**Material to process**

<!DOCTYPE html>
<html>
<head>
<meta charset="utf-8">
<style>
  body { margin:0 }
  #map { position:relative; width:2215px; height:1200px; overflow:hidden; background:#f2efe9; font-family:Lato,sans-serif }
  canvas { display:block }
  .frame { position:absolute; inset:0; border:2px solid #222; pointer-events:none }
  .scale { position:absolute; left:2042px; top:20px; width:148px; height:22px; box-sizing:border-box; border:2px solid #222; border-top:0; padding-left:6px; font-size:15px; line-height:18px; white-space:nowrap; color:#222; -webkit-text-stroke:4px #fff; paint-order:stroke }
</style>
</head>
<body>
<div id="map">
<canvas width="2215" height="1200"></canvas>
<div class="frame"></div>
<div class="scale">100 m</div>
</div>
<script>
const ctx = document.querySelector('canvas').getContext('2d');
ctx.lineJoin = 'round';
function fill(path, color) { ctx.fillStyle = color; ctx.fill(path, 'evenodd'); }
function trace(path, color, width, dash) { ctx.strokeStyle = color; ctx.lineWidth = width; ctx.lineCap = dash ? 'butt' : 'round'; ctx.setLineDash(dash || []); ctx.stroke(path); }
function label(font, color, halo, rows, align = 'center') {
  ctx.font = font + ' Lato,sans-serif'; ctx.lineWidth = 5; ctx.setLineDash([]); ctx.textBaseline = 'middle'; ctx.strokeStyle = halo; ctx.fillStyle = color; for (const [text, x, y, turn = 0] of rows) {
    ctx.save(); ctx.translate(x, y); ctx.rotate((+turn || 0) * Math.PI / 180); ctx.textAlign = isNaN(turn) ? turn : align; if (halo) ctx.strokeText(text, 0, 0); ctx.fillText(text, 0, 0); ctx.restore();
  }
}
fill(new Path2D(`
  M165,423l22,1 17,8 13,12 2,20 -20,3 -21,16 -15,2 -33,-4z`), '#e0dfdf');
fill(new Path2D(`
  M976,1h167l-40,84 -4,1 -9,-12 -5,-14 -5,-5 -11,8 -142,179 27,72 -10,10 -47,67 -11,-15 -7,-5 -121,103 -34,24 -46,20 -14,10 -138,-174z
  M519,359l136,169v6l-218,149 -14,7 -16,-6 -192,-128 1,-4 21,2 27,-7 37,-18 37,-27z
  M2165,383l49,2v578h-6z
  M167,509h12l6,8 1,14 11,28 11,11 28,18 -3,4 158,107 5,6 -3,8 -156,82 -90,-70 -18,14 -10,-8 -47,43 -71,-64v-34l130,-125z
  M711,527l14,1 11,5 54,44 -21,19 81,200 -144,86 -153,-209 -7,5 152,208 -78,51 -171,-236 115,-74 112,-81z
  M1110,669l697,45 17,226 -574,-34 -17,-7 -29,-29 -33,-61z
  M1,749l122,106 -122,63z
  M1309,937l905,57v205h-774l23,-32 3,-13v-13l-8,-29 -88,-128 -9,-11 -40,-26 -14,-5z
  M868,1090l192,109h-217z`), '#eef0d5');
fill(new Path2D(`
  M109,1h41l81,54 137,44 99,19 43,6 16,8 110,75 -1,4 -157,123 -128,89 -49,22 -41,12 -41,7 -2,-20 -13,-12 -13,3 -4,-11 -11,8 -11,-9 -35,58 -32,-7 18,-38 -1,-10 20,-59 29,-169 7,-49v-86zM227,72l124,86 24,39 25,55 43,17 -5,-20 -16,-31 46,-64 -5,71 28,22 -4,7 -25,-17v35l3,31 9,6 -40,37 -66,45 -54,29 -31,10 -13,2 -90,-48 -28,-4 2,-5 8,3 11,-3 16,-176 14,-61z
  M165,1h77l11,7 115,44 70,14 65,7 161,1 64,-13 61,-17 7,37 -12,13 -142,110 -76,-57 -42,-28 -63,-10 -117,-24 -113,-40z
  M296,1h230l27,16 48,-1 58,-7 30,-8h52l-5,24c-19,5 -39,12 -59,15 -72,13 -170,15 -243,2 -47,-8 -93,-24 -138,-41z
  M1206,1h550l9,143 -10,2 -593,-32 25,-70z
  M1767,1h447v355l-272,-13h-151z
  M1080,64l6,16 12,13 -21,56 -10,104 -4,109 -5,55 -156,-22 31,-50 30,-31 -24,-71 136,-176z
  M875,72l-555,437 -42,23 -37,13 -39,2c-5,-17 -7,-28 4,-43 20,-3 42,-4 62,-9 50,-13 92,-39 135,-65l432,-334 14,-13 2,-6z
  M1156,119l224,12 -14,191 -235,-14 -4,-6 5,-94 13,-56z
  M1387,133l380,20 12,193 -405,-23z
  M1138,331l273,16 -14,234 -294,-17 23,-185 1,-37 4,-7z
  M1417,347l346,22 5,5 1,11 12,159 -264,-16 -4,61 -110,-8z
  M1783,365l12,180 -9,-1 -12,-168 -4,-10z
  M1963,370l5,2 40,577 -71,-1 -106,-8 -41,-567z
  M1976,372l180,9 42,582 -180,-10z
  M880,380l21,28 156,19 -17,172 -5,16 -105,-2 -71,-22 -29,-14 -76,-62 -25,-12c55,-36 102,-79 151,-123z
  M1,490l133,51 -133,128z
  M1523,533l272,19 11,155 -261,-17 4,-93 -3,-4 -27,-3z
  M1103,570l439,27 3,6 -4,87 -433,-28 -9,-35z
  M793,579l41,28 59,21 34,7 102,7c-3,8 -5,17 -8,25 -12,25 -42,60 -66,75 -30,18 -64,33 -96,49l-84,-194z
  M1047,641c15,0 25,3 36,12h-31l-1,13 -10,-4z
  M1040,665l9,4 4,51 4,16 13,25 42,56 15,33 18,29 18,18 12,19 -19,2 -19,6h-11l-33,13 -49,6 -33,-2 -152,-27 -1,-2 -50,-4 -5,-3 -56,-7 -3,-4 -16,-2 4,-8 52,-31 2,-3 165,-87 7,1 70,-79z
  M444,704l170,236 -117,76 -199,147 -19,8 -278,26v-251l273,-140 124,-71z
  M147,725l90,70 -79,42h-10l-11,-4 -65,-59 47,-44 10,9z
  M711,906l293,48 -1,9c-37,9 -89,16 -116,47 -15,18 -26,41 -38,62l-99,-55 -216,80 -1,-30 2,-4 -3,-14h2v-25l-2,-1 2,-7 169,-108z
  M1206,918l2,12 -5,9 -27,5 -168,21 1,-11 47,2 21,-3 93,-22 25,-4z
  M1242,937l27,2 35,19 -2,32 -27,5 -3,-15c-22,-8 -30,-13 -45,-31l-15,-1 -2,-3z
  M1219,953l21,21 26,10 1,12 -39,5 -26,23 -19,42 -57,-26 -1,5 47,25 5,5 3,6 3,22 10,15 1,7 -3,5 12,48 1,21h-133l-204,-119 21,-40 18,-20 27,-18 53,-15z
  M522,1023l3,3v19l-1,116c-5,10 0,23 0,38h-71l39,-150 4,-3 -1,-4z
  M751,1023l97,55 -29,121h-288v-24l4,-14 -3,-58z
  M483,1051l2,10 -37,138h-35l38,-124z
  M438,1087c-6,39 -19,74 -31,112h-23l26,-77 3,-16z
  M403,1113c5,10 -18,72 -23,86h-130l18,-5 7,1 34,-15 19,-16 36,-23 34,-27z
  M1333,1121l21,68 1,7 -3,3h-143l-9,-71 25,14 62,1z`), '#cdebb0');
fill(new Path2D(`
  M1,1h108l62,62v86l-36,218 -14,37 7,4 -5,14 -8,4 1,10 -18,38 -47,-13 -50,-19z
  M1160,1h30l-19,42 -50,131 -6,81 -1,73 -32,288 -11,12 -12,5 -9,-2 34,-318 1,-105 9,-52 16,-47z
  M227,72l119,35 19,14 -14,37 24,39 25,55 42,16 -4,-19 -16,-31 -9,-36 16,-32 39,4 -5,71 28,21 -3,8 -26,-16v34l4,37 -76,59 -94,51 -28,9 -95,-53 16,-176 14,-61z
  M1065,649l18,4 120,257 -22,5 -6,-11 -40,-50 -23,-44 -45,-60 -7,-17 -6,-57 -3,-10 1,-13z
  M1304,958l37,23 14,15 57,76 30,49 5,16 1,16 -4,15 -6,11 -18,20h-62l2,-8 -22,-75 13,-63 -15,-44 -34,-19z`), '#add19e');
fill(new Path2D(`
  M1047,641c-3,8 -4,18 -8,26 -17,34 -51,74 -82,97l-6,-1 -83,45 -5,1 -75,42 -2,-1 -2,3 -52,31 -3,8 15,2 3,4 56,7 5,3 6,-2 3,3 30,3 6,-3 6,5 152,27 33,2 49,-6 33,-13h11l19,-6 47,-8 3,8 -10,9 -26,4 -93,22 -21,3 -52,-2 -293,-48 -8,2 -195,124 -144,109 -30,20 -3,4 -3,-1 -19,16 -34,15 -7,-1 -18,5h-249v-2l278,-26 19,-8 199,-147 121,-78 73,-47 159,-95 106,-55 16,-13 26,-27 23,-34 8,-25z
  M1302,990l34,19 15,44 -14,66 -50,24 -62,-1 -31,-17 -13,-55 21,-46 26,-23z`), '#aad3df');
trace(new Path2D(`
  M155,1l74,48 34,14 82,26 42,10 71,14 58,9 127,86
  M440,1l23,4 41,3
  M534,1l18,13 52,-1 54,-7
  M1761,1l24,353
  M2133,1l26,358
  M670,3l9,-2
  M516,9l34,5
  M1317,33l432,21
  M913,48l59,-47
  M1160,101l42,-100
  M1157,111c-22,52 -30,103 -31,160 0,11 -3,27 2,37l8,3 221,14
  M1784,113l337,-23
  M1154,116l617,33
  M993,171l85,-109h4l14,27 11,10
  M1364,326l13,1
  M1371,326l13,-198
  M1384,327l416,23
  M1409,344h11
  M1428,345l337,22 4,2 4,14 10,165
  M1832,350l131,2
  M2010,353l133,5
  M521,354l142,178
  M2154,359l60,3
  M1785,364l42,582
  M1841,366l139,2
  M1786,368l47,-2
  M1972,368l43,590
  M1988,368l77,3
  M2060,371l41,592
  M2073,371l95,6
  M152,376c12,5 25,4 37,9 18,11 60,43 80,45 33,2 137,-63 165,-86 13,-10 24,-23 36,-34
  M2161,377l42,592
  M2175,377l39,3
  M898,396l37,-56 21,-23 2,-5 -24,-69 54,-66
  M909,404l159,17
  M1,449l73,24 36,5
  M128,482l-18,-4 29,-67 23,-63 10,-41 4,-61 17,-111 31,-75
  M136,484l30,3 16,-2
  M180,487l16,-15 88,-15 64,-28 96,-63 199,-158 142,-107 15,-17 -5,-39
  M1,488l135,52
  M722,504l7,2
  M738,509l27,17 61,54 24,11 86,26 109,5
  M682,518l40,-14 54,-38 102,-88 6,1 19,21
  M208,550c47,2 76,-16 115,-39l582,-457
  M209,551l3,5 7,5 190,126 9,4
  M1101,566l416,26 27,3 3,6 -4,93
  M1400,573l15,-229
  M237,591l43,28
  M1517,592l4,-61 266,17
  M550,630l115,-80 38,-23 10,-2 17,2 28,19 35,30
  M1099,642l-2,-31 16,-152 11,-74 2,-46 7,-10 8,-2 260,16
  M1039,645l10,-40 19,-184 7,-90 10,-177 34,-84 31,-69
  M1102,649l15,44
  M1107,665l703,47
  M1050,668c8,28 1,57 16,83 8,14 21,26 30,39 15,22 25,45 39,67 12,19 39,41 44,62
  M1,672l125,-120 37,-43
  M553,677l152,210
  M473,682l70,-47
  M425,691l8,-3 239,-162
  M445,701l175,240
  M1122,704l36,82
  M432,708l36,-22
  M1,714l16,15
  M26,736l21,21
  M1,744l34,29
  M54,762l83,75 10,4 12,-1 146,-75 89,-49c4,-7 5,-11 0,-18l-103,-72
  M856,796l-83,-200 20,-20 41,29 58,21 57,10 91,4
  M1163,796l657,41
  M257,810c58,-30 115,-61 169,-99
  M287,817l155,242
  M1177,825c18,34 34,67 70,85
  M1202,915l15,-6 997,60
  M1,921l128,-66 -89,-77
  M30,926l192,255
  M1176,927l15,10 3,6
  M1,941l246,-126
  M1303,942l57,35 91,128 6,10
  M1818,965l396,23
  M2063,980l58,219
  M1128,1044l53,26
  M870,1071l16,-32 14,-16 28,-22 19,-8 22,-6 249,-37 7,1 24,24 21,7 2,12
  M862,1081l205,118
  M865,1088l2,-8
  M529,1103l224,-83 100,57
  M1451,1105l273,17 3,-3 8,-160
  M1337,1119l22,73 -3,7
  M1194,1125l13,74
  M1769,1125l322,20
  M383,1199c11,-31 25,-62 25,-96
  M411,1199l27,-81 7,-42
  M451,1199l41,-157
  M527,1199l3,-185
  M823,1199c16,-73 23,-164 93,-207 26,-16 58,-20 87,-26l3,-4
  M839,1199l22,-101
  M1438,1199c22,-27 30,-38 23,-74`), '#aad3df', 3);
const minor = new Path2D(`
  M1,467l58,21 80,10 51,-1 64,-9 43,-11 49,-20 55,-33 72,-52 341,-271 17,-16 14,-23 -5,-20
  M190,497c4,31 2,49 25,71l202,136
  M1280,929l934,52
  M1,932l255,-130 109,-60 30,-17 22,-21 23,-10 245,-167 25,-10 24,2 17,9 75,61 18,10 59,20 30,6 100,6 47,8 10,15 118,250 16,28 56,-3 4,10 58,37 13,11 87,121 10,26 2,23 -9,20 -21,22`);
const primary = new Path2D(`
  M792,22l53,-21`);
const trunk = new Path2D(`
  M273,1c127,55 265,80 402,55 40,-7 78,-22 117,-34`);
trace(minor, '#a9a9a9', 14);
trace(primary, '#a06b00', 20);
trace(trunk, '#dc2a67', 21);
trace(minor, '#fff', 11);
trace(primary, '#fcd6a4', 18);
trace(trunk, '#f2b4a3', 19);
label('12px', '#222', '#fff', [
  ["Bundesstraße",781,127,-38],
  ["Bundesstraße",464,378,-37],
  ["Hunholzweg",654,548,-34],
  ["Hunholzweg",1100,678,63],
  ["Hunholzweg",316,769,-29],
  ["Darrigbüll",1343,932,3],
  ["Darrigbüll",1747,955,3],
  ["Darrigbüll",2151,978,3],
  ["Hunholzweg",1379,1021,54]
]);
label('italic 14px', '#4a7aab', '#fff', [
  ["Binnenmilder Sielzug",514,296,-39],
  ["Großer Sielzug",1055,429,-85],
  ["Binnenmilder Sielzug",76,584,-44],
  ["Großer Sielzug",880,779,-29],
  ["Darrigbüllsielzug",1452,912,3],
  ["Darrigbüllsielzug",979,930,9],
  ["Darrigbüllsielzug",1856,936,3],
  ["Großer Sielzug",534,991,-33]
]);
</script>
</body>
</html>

**Work order**
Repeat word for word every line from the start of the entries to the line holding "M2165,383l49,2v578h-6z", inclusive, and nothing else.

**The answer**
<!DOCTYPE html>
<html>
<head>
<meta charset="utf-8">
<style>
  body { margin:0 }
  #map { position:relative; width:2215px; height:1200px; overflow:hidden; background:#f2efe9; font-family:Lato,sans-serif }
  canvas { display:block }
  .frame { position:absolute; inset:0; border:2px solid #222; pointer-events:none }
  .scale { position:absolute; left:2042px; top:20px; width:148px; height:22px; box-sizing:border-box; border:2px solid #222; border-top:0; padding-left:6px; font-size:15px; line-height:18px; white-space:nowrap; color:#222; -webkit-text-stroke:4px #fff; paint-order:stroke }
</style>
</head>
<body>
<div id="map">
<canvas width="2215" height="1200"></canvas>
<div class="frame"></div>
<div class="scale">100 m</div>
</div>
<script>
const ctx = document.querySelector('canvas').getContext('2d');
ctx.lineJoin = 'round';
function fill(path, color) { ctx.fillStyle = color; ctx.fill(path, 'evenodd'); }
function trace(path, color, width, dash) { ctx.strokeStyle = color; ctx.lineWidth = width; ctx.lineCap = dash ? 'butt' : 'round'; ctx.setLineDash(dash || []); ctx.stroke(path); }
function label(font, color, halo, rows, align = 'center') {
  ctx.font = font + ' Lato,sans-serif'; ctx.lineWidth = 5; ctx.setLineDash([]); ctx.textBaseline = 'middle'; ctx.strokeStyle = halo; ctx.fillStyle = color; for (const [text, x, y, turn = 0] of rows) {
    ctx.save(); ctx.translate(x, y); ctx.rotate((+turn || 0) * Math.PI / 180); ctx.textAlign = isNaN(turn) ? turn : align; if (halo) ctx.strokeText(text, 0, 0); ctx.fillText(text, 0, 0); ctx.restore();
  }
}
fill(new Path2D(`
  M165,423l22,1 17,8 13,12 2,20 -20,3 -21,16 -15,2 -33,-4z`), '#e0dfdf');
fill(new Path2D(`
  M976,1h167l-40,84 -4,1 -9,-12 -5,-14 -5,-5 -11,8 -142,179 27,72 -10,10 -47,67 -11,-15 -7,-5 -121,103 -34,24 -46,20 -14,10 -138,-174z
  M519,359l136,169v6l-218,149 -14,7 -16,-6 -192,-128 1,-4 21,2 27,-7 37,-18 37,-27z
  M2165,383l49,2v578h-6z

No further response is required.